Ireland has turned to China for investment to support its struggling economic recovery as the ongoing financial[Hong Kong company registration] crisis in the European Union continues to dog the country.
"It's hopeful that Chinese investment in Ireland will keep fast growth in the near future," Richard Bruton, the Irish Minister for Jobs, Enterprise and Innovation, told a news conference on Wednesday. "We can say with confidence that investors in Ireland get the best business environment and the best tax treatment in the world. For Chinese investors, Ireland represents a good, low-risk gateway in the EU."

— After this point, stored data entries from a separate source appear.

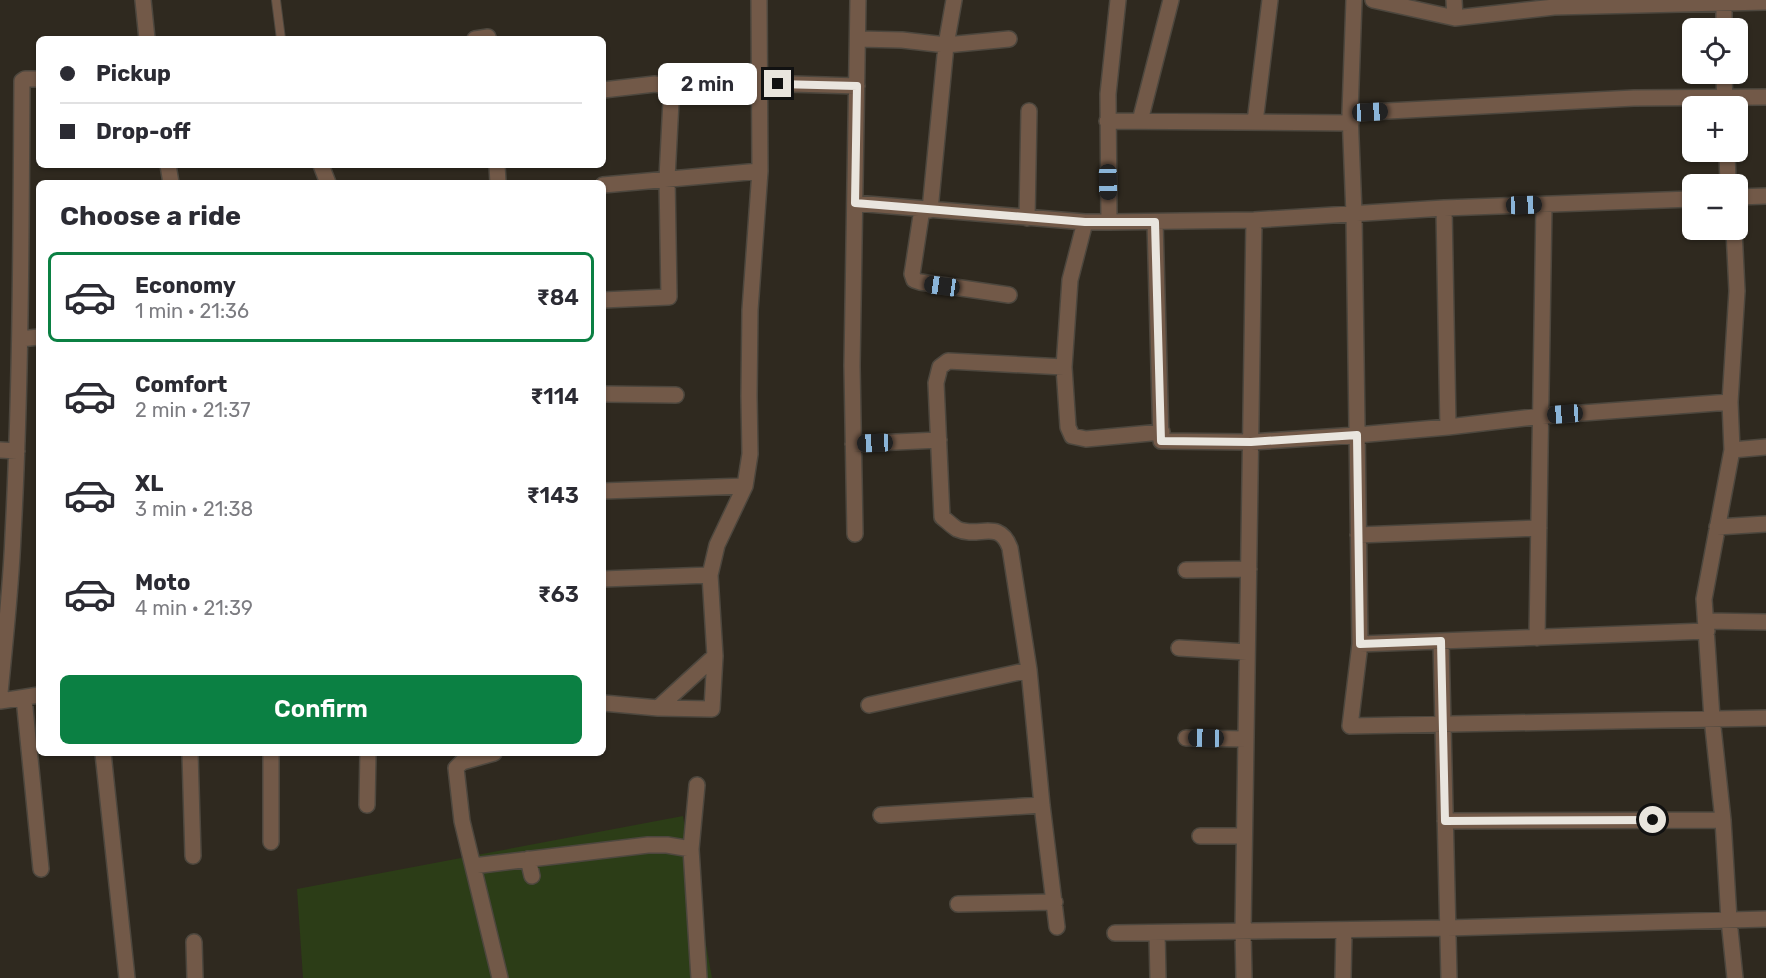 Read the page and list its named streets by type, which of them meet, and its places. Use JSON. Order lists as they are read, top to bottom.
{
  "page": {
    "map_buttons": ["+", "−"],
    "banner": ["Pickup", "Drop-off"],
    "bubble": "2 min",
    "heading": "Choose a ride",
    "list": [
      {
        "name": "Economy",
        "note": "1 min · 21:36",
        "value": "₹84"
      },
      {
        "name": "Comfort",
        "note": "2 min · 21:37",
        "value": "₹114"
      },
      {
        "name": "XL",
        "note": "3 min · 21:38",
        "value": "₹143"
      },
      {
        "name": "Moto",
        "note": "4 min · 21:39",
        "value": "₹63"
      }
    ],
    "buttons": "Confirm"
  }
}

"Obviously we have delivered greater focus on China and Asia over the last couple of years as we have to tackle the crisis," he said, adding that the country saw a good investment flow from China last year, which represented 6 percent of Ireland's overall investment value.
The country's main attractions for Chinese investors include a favorable tax and business environment and a very young workforce, which has been developed to support sectors such as financial services, medical device makers and life science companies, according to Bruton.
Irish unemployment levels are going in the right direction as the rate is now 13.5 percent, down from its peak of [Set Up Company Hong Kong]15 percent in the last 12 months, he added.
The Investment and Development Agency of Ireland on Wednesday set up its Beijing office, after setting up branches in Shanghai and Shenzhen, to support Chinese financial institutions planning to do business in the country.
Total Chinese investment in Ireland was worth $150 million by the end of 2012, compared with $148 million by the end of 2011, according to the Economic and Commercial Counselor's Office of the Chinese Embassy in Ireland.
"It takes time to build a new relationship, particularly in investing in a different continent with different business cultures," Bruton said. "But Ireland has huge opportunities for Chinese companies, particularly in technology."
The two countries upgraded their bilateral relationship to a mutually beneficial strategic partnership in 2012. The strategic partnership now covers areas like trade, investment, tourism, agriculture, science and education.
Eamon Gilmore, Ireland's deputy prime minister and minister of foreign affairs and trade, will pay a visit to China from July 28 to Aug 3 after a trip by Greek Prime Minister Antonis Samaras in May to attract investment.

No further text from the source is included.